In my early twenties my health took a bit of a spiral and it got to a point where any form of movement was extremely painful. Thanks to a very persistent Mum, I was eventually diagnosed with something called “Ankylosing Spondylitis”.
I started swimming as a direct consequence of my illness. Looking back I think swimming was something of a silver lining, at the time it was the only place I felt normal, it was also a massive outlet for me. Running initially was a no go, as at my worst I relied on the use of walking sticks and family members to help me get round. In regards to cycling, even before my illness I couldn’t ride a bike for any distance.
Fast forward a decade and a half, and my condition is fairly under control due to swimming, a self-help group and some new medication. I’ve been a member of the club for over a year now. I’ve learnt to ride a bike, although some members may disagree with that statement :-), and I’ve only got 17 more park runs to go before I reach 100.
I regularly attend the training sessions provided by the club which I find invaluable.
The first one I ever attended was something called the ‘The Blue Bell’ run. I find meeting new people can be a bit daunting; however, these concerns soon disappeared after meeting Paul and Adey. Paul was leading the training session and explained the course and what you had to do. During the training session I still vividly remember that everybody was making an effort to chat and introduce themselves. At the time I thought it spoke volumes for the club.
One of my concerns before joining the club was that everybody would be super fit, but it soon became apparent that the club catered for a wide range of abilities. From people attempting their first triathlon to those competing in ultra-marathons and Ironman events. Training sessions are well thought out to deal with the various abilities.
If you need to get confidence on the bike I can definitely recommend Alex’s brunch ride every month. He’s always there to offer help and advice and at the end of the ride you have the option of a cooked breakfast and an opportunity to socialise a bit more with other members of the club.
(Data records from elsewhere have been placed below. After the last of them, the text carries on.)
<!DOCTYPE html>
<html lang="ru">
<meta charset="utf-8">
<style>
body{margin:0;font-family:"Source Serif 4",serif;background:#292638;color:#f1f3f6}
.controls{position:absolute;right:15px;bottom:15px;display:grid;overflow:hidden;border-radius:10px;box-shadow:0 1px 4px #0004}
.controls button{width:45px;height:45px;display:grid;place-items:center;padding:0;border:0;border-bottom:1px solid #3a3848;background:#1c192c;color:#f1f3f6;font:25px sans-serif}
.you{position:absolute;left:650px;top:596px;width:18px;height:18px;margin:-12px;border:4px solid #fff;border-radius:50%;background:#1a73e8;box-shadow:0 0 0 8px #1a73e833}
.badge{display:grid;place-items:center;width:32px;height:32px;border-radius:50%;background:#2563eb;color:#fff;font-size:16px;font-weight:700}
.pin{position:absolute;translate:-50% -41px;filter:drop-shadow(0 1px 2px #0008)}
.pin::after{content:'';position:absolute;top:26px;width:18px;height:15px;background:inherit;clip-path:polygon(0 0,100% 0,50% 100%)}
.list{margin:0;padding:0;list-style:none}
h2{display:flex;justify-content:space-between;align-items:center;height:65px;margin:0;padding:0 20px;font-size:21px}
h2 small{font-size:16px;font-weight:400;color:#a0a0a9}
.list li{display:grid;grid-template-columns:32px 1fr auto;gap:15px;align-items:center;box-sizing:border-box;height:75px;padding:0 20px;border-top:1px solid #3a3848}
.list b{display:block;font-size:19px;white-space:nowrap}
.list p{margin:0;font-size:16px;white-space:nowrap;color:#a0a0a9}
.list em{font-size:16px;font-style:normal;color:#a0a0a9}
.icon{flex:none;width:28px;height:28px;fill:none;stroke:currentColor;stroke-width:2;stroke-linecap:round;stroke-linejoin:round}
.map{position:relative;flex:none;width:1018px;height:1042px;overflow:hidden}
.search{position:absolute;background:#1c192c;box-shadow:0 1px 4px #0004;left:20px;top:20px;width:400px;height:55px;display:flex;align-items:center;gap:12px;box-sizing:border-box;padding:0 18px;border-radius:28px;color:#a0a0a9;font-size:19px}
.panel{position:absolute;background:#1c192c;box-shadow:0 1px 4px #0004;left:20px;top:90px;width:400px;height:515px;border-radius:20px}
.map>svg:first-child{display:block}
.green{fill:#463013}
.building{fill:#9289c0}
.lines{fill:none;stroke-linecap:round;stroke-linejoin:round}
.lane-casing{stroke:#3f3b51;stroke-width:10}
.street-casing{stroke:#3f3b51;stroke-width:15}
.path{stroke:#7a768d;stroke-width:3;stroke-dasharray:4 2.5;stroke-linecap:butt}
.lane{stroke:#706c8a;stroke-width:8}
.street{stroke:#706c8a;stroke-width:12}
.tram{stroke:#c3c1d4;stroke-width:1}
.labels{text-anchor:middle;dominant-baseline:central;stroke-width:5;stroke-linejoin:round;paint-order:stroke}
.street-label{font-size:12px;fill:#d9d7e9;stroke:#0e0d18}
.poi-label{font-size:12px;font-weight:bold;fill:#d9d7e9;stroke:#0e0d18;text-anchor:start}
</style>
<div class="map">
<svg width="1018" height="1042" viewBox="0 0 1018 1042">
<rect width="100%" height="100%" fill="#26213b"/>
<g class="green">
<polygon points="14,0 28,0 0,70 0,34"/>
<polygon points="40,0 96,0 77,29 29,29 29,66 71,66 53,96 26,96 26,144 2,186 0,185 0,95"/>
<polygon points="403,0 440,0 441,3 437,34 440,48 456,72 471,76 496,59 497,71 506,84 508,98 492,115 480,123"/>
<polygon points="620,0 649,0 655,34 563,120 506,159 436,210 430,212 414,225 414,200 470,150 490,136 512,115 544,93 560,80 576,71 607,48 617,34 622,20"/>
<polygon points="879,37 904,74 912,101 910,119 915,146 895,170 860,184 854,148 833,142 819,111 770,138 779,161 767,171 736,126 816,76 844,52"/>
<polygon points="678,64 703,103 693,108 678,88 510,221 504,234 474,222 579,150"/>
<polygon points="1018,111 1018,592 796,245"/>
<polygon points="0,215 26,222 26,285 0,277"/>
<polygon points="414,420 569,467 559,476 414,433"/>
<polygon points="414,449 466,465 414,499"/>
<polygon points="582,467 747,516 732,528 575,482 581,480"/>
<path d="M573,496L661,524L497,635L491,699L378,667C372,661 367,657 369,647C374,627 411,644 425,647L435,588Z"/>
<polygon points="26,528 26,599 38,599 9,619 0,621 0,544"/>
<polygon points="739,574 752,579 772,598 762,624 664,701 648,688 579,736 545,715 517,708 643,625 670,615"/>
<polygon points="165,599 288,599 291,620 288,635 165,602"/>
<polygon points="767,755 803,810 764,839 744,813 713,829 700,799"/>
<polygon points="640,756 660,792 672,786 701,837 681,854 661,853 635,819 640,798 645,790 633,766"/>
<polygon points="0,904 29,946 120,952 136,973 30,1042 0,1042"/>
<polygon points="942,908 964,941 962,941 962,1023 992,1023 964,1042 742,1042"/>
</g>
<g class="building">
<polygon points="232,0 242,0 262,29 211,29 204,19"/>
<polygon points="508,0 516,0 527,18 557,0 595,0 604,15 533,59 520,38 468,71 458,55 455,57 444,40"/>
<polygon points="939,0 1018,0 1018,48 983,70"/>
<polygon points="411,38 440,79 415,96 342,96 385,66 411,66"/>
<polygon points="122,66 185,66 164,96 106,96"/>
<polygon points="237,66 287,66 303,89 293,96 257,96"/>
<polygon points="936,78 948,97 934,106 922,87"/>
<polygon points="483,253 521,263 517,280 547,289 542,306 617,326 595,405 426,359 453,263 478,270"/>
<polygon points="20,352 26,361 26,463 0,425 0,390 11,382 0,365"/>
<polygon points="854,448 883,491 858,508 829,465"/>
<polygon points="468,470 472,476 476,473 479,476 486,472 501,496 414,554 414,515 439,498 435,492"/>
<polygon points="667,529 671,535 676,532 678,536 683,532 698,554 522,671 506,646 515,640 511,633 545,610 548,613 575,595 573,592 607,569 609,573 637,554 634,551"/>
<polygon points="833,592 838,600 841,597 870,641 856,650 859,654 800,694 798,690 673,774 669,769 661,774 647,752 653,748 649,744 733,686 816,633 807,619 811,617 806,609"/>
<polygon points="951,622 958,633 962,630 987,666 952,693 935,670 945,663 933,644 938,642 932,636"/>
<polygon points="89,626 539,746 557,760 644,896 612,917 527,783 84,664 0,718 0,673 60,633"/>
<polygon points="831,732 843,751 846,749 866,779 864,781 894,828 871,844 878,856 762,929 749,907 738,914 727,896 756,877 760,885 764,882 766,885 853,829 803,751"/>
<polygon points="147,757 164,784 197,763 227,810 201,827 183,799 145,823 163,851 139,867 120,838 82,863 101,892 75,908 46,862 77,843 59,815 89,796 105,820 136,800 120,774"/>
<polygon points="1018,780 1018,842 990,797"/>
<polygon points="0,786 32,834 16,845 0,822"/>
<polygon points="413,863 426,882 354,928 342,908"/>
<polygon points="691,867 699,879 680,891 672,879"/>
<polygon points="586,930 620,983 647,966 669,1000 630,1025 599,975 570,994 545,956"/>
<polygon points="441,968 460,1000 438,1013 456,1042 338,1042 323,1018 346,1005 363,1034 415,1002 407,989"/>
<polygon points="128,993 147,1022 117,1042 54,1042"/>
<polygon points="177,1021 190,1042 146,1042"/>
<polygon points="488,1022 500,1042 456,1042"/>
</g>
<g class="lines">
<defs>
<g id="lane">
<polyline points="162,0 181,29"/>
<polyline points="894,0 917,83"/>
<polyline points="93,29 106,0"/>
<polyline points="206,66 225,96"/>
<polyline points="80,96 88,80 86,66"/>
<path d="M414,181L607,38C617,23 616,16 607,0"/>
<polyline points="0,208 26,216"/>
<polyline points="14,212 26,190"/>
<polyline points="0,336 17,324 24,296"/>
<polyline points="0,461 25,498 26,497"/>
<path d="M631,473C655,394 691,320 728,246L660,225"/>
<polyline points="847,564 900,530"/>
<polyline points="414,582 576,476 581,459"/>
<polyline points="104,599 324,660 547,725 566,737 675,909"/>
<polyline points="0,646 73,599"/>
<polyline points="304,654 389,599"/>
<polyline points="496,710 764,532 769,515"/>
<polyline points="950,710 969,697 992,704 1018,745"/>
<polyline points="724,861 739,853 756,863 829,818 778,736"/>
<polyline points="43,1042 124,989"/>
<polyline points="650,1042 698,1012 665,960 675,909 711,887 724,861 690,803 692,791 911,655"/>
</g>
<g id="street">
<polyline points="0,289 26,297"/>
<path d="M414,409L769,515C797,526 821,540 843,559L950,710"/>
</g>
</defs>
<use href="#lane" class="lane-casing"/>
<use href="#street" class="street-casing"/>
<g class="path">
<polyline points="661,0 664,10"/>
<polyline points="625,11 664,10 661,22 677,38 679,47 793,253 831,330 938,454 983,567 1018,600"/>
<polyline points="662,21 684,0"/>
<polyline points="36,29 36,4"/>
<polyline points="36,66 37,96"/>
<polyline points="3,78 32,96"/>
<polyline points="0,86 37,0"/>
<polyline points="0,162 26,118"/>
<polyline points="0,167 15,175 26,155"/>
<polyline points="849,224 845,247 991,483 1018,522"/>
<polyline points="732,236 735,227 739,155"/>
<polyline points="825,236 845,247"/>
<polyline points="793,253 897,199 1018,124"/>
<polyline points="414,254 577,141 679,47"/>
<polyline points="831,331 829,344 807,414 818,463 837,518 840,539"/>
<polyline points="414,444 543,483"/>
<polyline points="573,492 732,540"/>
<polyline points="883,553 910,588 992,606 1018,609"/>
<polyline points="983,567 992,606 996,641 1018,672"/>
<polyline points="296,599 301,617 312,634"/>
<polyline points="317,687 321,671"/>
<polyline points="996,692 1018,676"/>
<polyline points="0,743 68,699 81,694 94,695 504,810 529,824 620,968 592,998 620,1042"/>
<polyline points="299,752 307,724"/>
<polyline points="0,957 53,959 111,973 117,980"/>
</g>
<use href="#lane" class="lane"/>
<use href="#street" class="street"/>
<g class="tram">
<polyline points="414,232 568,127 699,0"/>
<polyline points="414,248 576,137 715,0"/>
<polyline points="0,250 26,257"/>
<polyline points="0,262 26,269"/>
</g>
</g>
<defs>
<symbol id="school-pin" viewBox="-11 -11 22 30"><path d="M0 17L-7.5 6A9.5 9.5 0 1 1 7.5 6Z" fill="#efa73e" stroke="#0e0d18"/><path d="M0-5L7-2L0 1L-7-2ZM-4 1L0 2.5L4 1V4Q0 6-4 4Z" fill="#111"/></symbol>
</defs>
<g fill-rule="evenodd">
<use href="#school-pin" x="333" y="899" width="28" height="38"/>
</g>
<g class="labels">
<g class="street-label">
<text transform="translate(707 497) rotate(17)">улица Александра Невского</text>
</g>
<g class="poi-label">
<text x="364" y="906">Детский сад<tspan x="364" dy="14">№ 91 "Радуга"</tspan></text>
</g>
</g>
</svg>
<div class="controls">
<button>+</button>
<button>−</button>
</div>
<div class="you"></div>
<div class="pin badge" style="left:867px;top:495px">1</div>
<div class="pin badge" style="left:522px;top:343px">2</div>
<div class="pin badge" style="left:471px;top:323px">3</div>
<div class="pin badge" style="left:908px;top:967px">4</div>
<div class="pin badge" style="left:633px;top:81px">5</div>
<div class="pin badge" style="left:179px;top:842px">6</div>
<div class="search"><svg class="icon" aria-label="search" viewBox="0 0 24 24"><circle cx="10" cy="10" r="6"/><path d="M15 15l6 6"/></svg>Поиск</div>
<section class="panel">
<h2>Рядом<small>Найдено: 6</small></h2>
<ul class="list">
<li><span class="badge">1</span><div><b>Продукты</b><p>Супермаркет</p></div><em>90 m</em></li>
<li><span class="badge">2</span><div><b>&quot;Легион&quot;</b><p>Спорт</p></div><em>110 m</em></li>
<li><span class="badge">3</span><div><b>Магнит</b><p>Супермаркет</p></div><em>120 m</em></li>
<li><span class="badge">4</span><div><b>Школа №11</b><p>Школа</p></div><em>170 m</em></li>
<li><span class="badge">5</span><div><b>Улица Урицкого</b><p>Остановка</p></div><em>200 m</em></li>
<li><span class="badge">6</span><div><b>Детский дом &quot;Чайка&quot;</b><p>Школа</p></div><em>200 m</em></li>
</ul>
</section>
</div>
I also found the Go-Tri events the previous year were useful to gain confidence in open water swimming. The participant numbers are a lot less and they have canoeist in the water to help you out if you get into trouble. On my first attempt I made the mistake of not acclimatising correctly on entering the water. I then tried to swim like I was in the pool, a few minutes later I was holding onto a canoe struggling for breath. It then took me two more attempts before finally completing the 300 metre swim. I was grateful that the canoeists were there that day.
So last year I completed my first sprint tri and this year the aim was to complete the standard distance which I did at the Owler. Along the way I also did my first cycling sportive, standard distance duathlon and just completed my first 10k run. At each of these events there was always somebody from the Ashford Tri Club offering words of encouragement.
I’m now contemplating a half marathon in November.